Some states have done better than others when it comes to keeping up with OPEB costs, but only six states (Alaska, Arizona, North Dakota, Ohio, Oregon, and Utah) have set aside more than half of the the assets necessary to meet thier long-term OPEB obligations, according to Pew's analysis. By comparison, 30 states have less than 10 percent of the necessary savings.
Pew Charitable Trusts
Think about it like this. Much like pension costs, OPEB costs are a long-term thing. When a state government hires a new worker, or a school district brings in a new teacher, the employer (the government) has a number of years to save-up for the eventual retirement of that employee. How much those retirement benefits—pensions and OPEB—will cost varies from employee to employee, but actuaries do a pretty good job of predicting costs in the aggregate. Based on those projections, actuaries come up with an "annual required contribution," which is exactly what it sounds like, except governments often ignore the "required" part.
The ARC is the equilavelnt of a miniumum payment on a credit card bill. Pay this much every year and you'll meet the obligations that you owe. A large part of the reason why so many states are underwater in pension payments today (though not the only reason) is that they ignored those ARC payments for years. Just like what happens if you fail to make your minimum credit card payments, the result is that the bills got bigger and more expensive.
When it comes to OPEB, most states don't even pretend to care about the ARC payments. That's why things are getting worse, not better. Compared with the same survey in 2014, Pew found that 31 states saw their OPEB liabilities grow during 2015. Even though states paid about 6 percent more towards those costs in 2015, the overall liability grew by better than 5 percent.
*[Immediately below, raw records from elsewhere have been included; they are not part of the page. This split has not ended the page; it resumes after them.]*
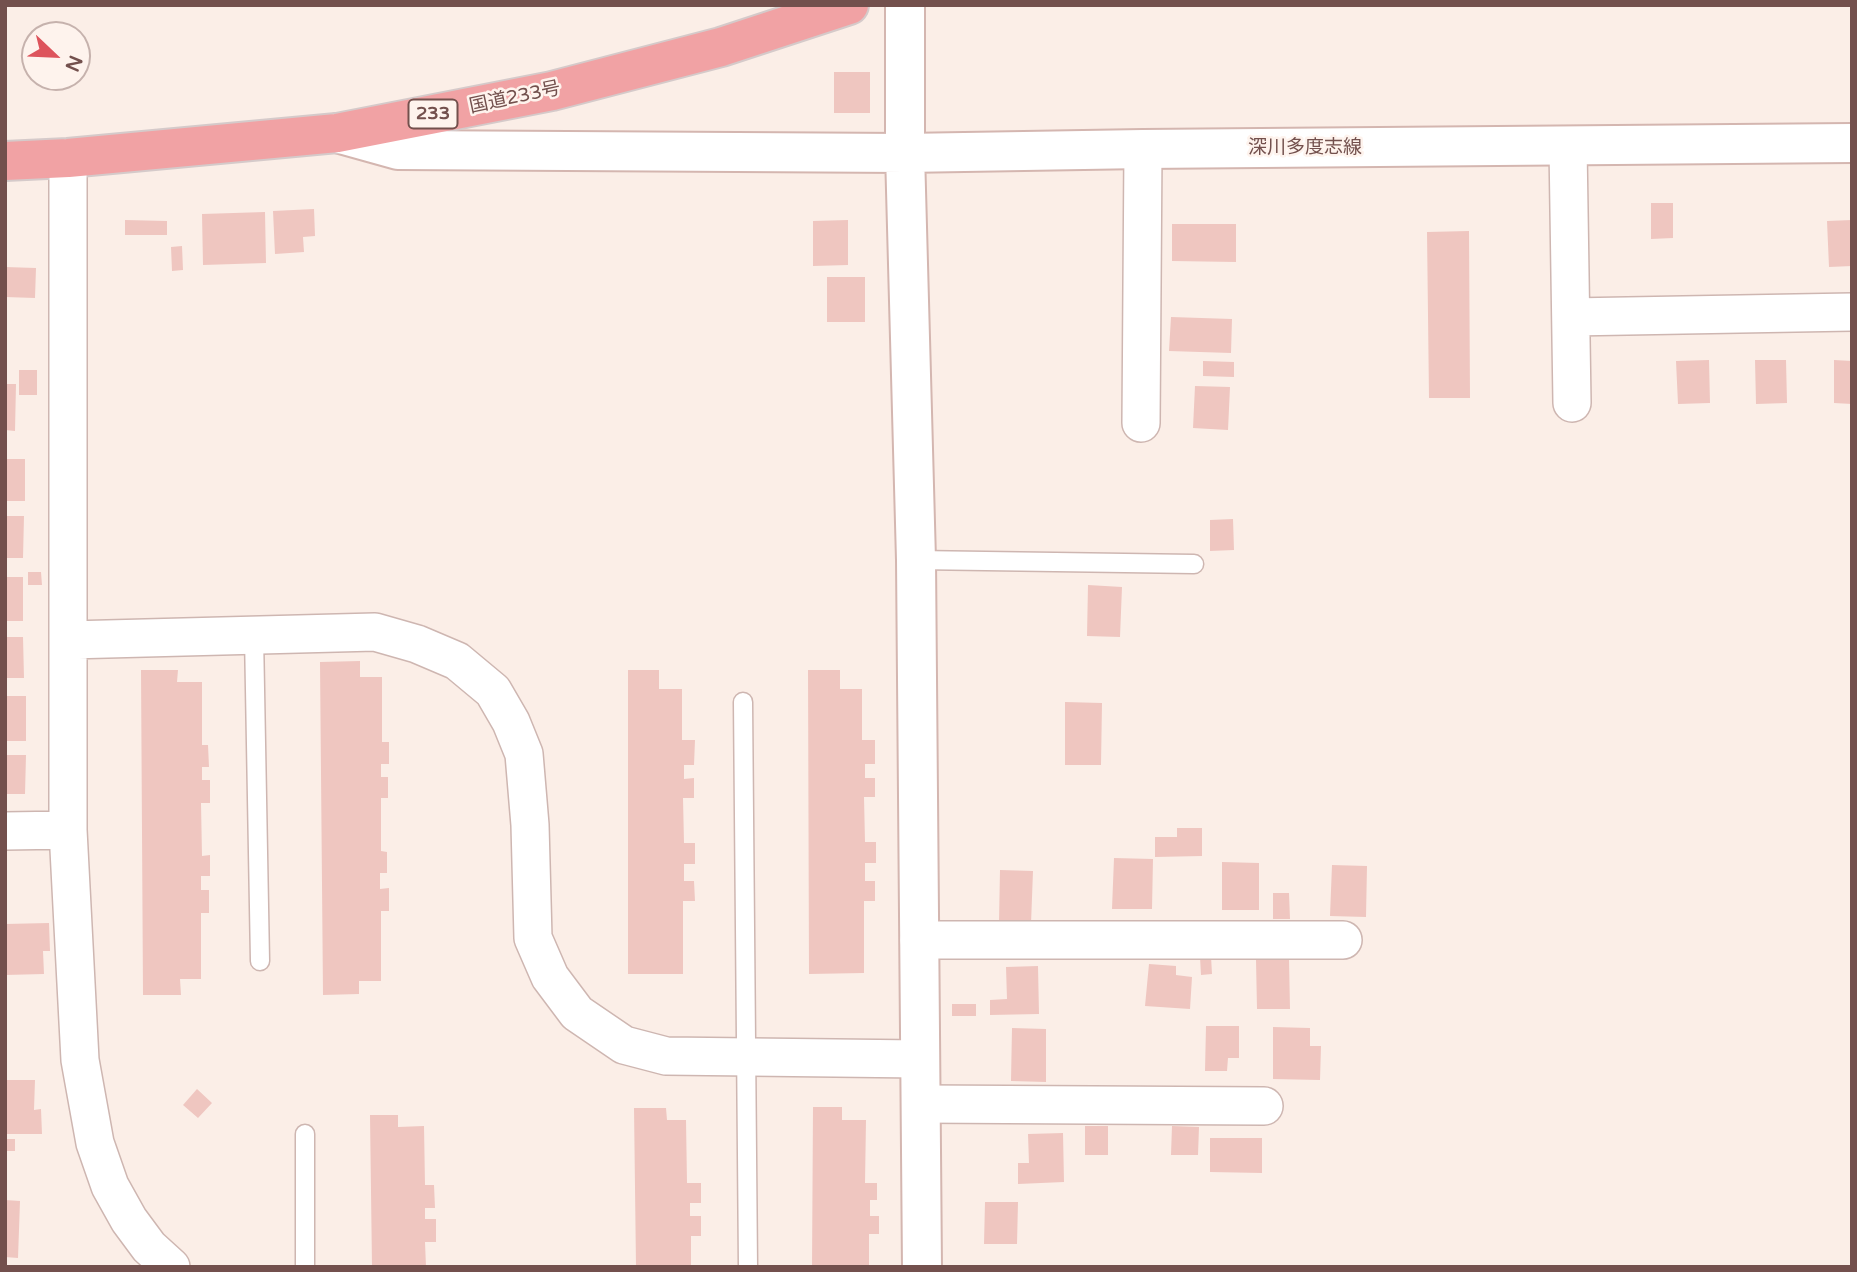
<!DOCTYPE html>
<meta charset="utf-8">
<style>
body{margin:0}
#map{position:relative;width:1857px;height:1272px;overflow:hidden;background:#fbeee7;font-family:"Varela Round",sans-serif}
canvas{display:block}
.frame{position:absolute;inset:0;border:7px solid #73504d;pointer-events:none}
.north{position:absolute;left:21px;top:21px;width:70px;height:70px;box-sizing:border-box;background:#fef3ed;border:2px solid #c6b2ad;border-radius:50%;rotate:113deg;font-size:19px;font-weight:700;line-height:28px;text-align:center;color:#73504d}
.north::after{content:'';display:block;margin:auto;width:24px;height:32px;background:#dd545c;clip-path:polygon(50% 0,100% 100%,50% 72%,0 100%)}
</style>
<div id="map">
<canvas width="1857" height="1272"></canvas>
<div class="frame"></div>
<div class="north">N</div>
</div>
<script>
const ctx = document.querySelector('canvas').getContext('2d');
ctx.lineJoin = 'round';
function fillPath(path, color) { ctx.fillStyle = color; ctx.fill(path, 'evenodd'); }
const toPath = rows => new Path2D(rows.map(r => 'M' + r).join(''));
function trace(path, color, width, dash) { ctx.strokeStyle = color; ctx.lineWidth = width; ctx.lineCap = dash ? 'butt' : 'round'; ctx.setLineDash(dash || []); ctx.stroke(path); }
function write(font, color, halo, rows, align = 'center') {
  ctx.font = font + ' "Varela Round","Noto Sans JP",sans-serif'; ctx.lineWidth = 5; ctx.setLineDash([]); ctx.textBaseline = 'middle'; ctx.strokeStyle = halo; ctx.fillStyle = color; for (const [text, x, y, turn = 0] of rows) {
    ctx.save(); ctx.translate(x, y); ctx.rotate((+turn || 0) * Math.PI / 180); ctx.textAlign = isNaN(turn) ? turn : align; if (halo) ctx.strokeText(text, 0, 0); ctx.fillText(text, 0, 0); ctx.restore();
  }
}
fillPath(toPath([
 [834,72,870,72,870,113,834,113],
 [1651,203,1673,203,1673,238,1651,239],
 [314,209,315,236,303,237,304,252,275,254,273,211],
 [265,212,266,263,203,265,202,214],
 [125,220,167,221,167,235,125,235],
 [848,220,848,265,813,266,813,221],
 [1852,220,1852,266,1829,267,1827,221],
 [1172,224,1236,224,1236,262,1172,261],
 [1469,231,1470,398,1429,398,1427,232],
 [182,246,183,270,172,271,171,247],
 [5,267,36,268,35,298,5,297],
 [827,277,865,277,865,322,827,322],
 [1171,317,1232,319,1231,353,1169,351],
 [1709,360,1710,403,1678,404,1676,361],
 [1755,360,1786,360,1787,403,1756,404],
 [1834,360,1852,361,1852,404,1834,403],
 [1203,361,1234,362,1234,377,1203,376],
 [19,370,37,370,37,395,19,395],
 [5,384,16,384,15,431,5,430],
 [1195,386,1230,387,1228,430,1193,428],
 [5,459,25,459,25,501,5,501],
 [5,516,24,516,23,558,5,558],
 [1233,519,1234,550,1210,551,1210,520],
 [28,572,41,572,42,585,28,585],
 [5,577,23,577,23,621,5,621],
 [1088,585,1122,587,1120,637,1087,636],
 [5,637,23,637,24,678,5,678],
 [360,661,360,677,382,677,382,742,389,742,389,764,381,764,381,777,388,777,388,798,381,798,381,851,387,852,387,873,380,873,380,889,389,888,389,911,381,911,381,981,359,981,359,994,323,995,320,662],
 [141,670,178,670,177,682,202,682,202,745,208,745,209,767,202,767,202,780,210,780,210,803,201,803,202,856,210,855,210,876,201,876,201,890,209,890,209,913,201,913,201,979,180,979,181,995,143,995],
 [628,670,659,670,659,689,682,689,682,740,695,740,694,765,684,765,684,779,694,778,694,798,683,798,684,843,695,843,695,864,684,864,684,881,694,881,695,901,683,901,683,974,628,974],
 [808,670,840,670,840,689,862,689,862,740,875,740,875,764,865,764,865,778,875,778,875,797,864,797,865,842,876,842,876,863,865,863,865,881,875,881,875,901,864,901,864,973,809,974],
 [5,696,26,696,26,741,5,741],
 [1065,702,1102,703,1101,765,1065,765],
 [5,755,26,755,25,794,5,794],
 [1177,828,1202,828,1202,856,1155,857,1155,837,1177,837],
 [1114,858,1153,859,1152,909,1112,909],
 [1222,862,1259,863,1259,910,1222,910],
 [1332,865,1367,866,1366,917,1330,916],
 [1000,870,1033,871,1031,924,999,923],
 [1273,893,1289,893,1290,919,1273,919],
 [49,923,50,951,43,951,44,974,5,975,5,924],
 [1211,956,1212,974,1201,975,1200,957],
 [1289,959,1290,1009,1257,1009,1256,960],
 [1149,964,1176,966,1176,975,1192,977,1190,1009,1145,1006],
 [1038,966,1039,1014,990,1015,990,1000,1007,999,1006,967],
 [952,1004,976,1004,976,1016,952,1016],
 [1206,1026,1239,1026,1239,1058,1228,1058,1227,1071,1205,1071],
 [1273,1027,1310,1028,1310,1046,1321,1046,1320,1080,1273,1079],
 [1012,1028,1046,1029,1046,1082,1011,1081],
 [5,1080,35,1080,34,1110,41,1109,42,1134,5,1134],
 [197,1089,212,1103,198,1118,183,1105],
 [813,1107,842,1107,842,1120,866,1120,865,1183,877,1183,877,1200,870,1200,870,1216,879,1216,879,1234,869,1234,869,1267,812,1267],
 [634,1108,666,1108,667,1120,686,1120,687,1183,701,1183,701,1203,690,1203,690,1216,701,1216,701,1236,691,1236,691,1267,636,1267],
 [370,1115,398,1115,398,1127,424,1126,425,1185,434,1185,435,1208,425,1208,425,1219,436,1219,436,1242,425,1242,426,1267,372,1267],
 [1085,1126,1108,1126,1108,1155,1085,1155],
 [1172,1126,1199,1127,1198,1155,1171,1155],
 [1063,1133,1064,1182,1018,1184,1018,1163,1029,1163,1028,1134],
 [1210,1138,1262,1138,1262,1173,1210,1172],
 [5,1139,15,1139,15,1151,5,1151],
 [5,1200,20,1201,18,1258,5,1257],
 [985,1202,1018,1202,1017,1244,984,1244]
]), '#efc6c0');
const lane = toPath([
 [916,560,1194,564],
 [254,635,260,961],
 [743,702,748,1267],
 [305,1267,305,1134]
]);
const street = toPath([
 [1568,146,1572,403],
 [68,158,68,830,80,1060,95,1143,110,1186,129,1220,149,1247,171,1267],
 [1571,317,1852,312],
 [1141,423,1143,149],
 [69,640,375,632,417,644,457,661,493,691,511,722,524,754,530,825,533,938,550,977,577,1013,624,1045,666,1056,920,1059],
 [5,831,68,830],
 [919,940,1343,940],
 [921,1104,1264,1106]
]);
const secondary = toPath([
 [905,5,905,153,916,560,922,1267],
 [337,133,398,150,905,153,1143,149,1852,143]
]);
const highway = toPath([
 [5,161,68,158,337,133,552,91,721,47,849,5]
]);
trace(lane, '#ceb6b1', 21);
trace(street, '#ceb6b1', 40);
trace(secondary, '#d4b6b0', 42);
trace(highway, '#d5caca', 42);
trace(lane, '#fff', 18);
trace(street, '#fff', 37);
trace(secondary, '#fff', 38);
trace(highway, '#f1a2a4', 38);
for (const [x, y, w] of [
 [433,114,49]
]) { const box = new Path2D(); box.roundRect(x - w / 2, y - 14.5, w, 29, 5); ctx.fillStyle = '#fef3ed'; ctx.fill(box); trace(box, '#73504d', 2); }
write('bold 18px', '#73504d', null, [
 ["233",433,114]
]);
write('19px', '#73504d', '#fef3ed', [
 ["国道233号",515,98,-12],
 ["深川多度志線",1305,148]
]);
</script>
That's a worrying tragectory. Many states are already struggling to fund their pension promises, which are eating away at parts of state budgets meant to fund schools, roads, social services, and more. Because most states fund OPEB costs directly from state budgets, the lack of long-term savings threatens to cause more budgetary pain.
Like in Connecticut, for example. Last year's state budget (the current state budget is still being hammered out) projected $731 million to cover health care costs for retired state employees in 2017, compared to just $698 million for the health care costs of current employees.
Because Connecticut failed to save-up for the long-term costs of their retirees, state taxpayers are now paying more money to cover the costs of people who aren't providing any government services—because they are retired—than for people who actually are.